Logo

2. Hukuk Dairesi2022/1094 E. 2022/2537 K.

Yapay Zeka Özeti

Uyuşmazlık: Boşanma davasında velayet hakkının anneye verilmesine yapılan itirazın incelenmesi.

Gerekçe ve Sonuç: İdrak çağındaki çocuğun velayetinin belirlenmesinde, çocuğun görüşünün alınması gerektiği ve çocuğun yüksek yararı gözetilerek velayet hususunda karar verilmesi gerekirken, ilk derece mahkemesince çocuğun görüşü alınmadan karar verilmesi nedeniyle, yerel mahkeme kararının bozulmasına karar verilmiştir.

Karar Metni

"İçtihat Metni"

MAHKEMESİ : Ankara Bölge Adliye Mahkemesi 1. Hukuk Dairesi

DAVA TÜRÜ : Boşanma

Taraflar arasındaki davanın yapılan muhakemesi sonunda bölge adliye mahkemesi hukuk dairesince verilen, yukarıda tarihi ve numarası gösterilen hüküm davalı erkek tarafından temyiz edilmekle, evrak okunup gereği görüşülüp düşünüldü:

1-Dosyadaki yazılara, kararın dayandığı delillerle kanuna uygun sebeplere ve özellikle delillerin takdirinde bir yanlışlık görülmemesine göre, davalı erkeğin aşağıdaki bendin kapsamı dışında kalan temyiz itirazları yersizdir.

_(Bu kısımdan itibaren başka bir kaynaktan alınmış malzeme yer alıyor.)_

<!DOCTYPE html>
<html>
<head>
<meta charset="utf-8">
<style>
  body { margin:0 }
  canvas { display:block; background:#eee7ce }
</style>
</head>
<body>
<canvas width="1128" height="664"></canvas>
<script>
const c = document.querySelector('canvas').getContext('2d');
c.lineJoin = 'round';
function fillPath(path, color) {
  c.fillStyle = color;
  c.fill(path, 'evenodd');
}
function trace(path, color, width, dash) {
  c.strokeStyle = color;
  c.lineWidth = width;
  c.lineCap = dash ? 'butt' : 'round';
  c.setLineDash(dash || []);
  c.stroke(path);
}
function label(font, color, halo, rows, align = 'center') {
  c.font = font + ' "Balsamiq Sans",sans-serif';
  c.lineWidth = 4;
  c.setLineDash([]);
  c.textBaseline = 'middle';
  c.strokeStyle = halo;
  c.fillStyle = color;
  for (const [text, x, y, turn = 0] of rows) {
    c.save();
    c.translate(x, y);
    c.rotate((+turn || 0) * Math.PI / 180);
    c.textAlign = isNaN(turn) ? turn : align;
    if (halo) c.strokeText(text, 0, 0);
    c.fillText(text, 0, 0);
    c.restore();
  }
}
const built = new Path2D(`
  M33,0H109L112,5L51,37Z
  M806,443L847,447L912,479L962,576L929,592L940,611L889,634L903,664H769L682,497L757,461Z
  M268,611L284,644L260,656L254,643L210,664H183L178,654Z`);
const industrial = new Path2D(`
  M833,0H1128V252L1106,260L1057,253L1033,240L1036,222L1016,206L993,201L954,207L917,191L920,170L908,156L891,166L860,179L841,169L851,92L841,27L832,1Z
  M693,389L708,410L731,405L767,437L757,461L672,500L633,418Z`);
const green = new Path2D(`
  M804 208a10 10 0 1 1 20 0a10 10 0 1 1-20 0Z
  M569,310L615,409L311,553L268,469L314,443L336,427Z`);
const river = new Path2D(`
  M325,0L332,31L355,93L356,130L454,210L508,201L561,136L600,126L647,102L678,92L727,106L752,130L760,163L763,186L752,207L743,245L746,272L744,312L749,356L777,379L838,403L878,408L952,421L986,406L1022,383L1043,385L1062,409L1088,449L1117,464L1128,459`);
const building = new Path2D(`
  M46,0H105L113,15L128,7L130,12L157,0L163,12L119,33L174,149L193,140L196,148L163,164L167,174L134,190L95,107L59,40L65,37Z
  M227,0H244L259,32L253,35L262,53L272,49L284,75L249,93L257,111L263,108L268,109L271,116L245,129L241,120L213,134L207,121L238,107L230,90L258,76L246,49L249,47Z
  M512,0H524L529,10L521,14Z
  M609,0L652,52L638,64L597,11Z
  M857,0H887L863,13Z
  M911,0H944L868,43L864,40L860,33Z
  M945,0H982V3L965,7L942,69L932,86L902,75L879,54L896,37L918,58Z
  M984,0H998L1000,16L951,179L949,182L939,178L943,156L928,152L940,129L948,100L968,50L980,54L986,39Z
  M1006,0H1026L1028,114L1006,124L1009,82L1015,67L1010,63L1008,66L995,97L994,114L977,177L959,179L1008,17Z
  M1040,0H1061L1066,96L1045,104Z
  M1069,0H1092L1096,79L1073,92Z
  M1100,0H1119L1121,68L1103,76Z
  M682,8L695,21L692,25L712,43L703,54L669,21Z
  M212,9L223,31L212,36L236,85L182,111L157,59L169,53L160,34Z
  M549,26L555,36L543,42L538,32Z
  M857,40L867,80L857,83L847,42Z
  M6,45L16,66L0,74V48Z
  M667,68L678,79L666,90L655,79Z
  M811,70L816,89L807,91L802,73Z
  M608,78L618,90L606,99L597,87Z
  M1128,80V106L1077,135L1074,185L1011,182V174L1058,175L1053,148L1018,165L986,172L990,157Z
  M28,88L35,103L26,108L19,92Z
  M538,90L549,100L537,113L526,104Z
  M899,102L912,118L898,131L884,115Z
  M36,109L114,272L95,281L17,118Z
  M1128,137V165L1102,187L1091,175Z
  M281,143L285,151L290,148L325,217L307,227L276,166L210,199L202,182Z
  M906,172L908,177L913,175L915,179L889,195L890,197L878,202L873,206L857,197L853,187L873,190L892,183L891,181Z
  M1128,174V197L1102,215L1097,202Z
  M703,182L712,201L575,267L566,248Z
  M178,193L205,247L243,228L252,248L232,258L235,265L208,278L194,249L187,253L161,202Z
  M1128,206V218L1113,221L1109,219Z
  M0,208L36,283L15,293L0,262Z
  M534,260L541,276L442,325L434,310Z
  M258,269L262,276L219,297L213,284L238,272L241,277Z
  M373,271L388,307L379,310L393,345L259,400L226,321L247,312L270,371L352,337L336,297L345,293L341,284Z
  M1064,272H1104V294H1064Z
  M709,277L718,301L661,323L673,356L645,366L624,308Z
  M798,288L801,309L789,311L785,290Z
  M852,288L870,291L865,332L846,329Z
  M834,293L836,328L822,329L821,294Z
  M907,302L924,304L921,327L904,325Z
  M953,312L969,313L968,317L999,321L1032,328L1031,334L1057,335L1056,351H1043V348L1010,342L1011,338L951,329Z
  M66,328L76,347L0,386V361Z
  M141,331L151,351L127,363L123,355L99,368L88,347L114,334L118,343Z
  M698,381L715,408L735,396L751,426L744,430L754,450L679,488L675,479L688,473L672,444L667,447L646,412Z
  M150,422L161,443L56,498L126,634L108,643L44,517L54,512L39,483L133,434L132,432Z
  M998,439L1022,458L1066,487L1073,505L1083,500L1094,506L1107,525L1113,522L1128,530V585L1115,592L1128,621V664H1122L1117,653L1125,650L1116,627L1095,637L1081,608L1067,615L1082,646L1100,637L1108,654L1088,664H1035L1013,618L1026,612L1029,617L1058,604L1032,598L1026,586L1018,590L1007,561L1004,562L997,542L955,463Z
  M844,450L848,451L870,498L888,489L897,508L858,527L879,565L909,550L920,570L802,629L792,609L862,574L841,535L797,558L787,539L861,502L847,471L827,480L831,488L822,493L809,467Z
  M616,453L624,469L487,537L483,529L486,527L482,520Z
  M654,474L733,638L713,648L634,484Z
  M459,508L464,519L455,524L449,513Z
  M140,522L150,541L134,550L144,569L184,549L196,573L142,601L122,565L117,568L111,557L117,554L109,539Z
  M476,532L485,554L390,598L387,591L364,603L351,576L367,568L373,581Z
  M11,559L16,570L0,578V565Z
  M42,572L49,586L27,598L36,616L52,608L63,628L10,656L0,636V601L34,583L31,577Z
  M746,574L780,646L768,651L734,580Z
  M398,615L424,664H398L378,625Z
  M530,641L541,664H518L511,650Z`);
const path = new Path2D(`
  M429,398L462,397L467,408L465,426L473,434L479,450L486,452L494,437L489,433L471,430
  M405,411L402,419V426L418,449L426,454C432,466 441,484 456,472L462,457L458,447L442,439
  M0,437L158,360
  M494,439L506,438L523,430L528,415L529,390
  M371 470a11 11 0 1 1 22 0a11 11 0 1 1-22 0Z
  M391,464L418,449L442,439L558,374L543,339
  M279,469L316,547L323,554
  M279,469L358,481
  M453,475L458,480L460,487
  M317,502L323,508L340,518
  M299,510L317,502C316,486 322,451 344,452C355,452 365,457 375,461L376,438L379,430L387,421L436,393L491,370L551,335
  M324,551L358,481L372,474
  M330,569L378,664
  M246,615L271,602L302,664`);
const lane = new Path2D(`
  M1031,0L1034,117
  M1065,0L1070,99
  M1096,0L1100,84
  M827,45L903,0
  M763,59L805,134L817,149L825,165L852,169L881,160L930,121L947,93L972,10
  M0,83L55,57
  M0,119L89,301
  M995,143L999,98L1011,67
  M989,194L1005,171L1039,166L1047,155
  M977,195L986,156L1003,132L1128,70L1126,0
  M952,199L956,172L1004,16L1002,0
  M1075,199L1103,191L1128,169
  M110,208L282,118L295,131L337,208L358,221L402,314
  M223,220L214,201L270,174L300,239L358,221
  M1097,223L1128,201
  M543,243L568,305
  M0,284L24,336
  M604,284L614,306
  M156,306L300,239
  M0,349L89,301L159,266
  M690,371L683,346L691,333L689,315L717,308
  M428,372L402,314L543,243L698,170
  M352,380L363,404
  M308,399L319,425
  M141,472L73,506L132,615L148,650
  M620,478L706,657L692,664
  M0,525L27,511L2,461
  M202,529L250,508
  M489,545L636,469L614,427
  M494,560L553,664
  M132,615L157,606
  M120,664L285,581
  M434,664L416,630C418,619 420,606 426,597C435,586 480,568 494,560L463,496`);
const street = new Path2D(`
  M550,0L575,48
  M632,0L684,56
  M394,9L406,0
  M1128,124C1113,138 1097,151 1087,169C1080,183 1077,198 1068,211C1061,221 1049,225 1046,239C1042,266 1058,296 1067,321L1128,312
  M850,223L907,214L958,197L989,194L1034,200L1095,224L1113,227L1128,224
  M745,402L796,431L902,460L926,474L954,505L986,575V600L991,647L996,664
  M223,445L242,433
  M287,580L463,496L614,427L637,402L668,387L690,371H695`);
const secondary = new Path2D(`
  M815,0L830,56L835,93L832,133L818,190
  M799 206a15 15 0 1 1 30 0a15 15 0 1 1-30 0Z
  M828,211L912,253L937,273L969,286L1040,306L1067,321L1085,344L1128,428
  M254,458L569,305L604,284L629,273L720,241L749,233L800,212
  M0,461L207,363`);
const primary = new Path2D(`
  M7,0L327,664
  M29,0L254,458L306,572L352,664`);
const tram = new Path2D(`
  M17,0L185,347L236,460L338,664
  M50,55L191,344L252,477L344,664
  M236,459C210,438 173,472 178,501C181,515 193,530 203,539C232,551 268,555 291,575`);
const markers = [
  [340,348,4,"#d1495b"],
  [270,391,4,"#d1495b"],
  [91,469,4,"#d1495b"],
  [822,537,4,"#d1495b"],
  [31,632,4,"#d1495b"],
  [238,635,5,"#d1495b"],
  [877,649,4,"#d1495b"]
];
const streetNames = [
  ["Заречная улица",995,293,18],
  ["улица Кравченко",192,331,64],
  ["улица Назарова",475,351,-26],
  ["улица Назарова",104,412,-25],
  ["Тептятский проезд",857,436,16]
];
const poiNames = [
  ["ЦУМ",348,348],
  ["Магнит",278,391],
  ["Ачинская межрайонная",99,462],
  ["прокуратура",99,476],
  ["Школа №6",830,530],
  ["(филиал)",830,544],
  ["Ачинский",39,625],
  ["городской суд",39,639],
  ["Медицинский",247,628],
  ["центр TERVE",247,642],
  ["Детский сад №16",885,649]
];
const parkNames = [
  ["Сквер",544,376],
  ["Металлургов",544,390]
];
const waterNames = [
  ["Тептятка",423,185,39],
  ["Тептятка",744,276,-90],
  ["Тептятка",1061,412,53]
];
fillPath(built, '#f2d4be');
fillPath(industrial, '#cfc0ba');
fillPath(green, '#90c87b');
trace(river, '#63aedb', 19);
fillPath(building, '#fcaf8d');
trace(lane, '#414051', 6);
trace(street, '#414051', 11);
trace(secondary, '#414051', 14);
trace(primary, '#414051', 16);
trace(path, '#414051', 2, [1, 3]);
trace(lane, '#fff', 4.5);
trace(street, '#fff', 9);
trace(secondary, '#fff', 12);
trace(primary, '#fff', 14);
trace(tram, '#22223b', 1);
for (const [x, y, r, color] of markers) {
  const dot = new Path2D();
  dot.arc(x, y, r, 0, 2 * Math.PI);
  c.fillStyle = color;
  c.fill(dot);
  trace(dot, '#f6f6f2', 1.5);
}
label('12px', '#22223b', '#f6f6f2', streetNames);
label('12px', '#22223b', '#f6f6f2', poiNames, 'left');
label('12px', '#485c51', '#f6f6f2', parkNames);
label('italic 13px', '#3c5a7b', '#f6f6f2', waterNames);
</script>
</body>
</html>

2-Velâyetin anne ya da babaya verilmesi, daha çok çocuğu ilgilendiren, onun menfaatine ilişkin bir husus olduğuna göre, gerek yukarıda açıklanan Birleşmiş Milletler Çocuk Hakları Sözleşmesinin 12. ve Çocuk Haklarının Kullanılmasına İlişkin Avrupa Sözleşmesinin 3. ve 6. maddelerinde yer alan hükümler, gerekse velayete ilişkin yasal düzenlemeler karşısında, velayeti düzenlenen çocuğun, idrak çağında olması halinde, kendisini yakından ilgilendiren bu konuda ona danışılması ve görüşünün alınması gerekir. Mahkemece yaşı nedeniyle idrak çağında bulunan ortak çocuk 2011 doğumlu ...”in velayeti konusunda görüşüne başvurulmadan karar verilmiştir. Bu nedenle ortak çocuğun bizzat ya da istinabe yoluyla eğitim, kültür, yaşam olanakları bakımından nerede yaşamak istediği konusunda bilgilendirilerek, velayet hakkındaki tercihinin hakim tarafından kendisinden sorulması (Yargıtay HGK 16.03.2012 tarih 2011/2-884 esas 2012/197 karar ile 22.01.2014 tarih 2013/2-2085 esas, 2014/30 karar sayılı kararları) ve gerektiğinde yeniden psikolog, pedagog ve sosyal çalışmacı niteliğindeki uzman veya uzmanlardan (4787 sayılı Kanun m.5) ortak çocukların anne ve baba yanındaki barınma ve yaşama koşullarını da değerlendirir içerikte sosyal inceleme raporu alınması ve tüm deliller birlikte değerlendirilip, ebeveynlerinden hangisi yanında kalmasının çocuğun menfaatine olacağı tespit edilip, sonucuna göre karar verilmesi gerekirken, eksik inceleme ile yazılı şekilde karar verilmesi isabetli bulunmamış, bozmayı gerektirmiştir.

SONUÇ:Yukarıda açıklanan sebeplerle ilgili bölge adliye mahkemesinin kararının KALDIRILMASINA, ilk derece mahkemesi kararının yukarıda (2.) bentte gösterilen sebeple BOZULMASINA, bozma kapsamı dışında kalan temyize konu diğer bölümlerin ise yukarıda 1. bentte gösterilen sebeple ONANMASINA, temyiz peşin harcın istek halinde yatırana geri verilmesine, dosyanın ilk derece mahkemesine, karardan bir örneğinin ilgili bölge adliye mahkemesi hukuk dairesine gönderilmesine oybirliğiyle karar verildi. 17.03.2022 (Prş.)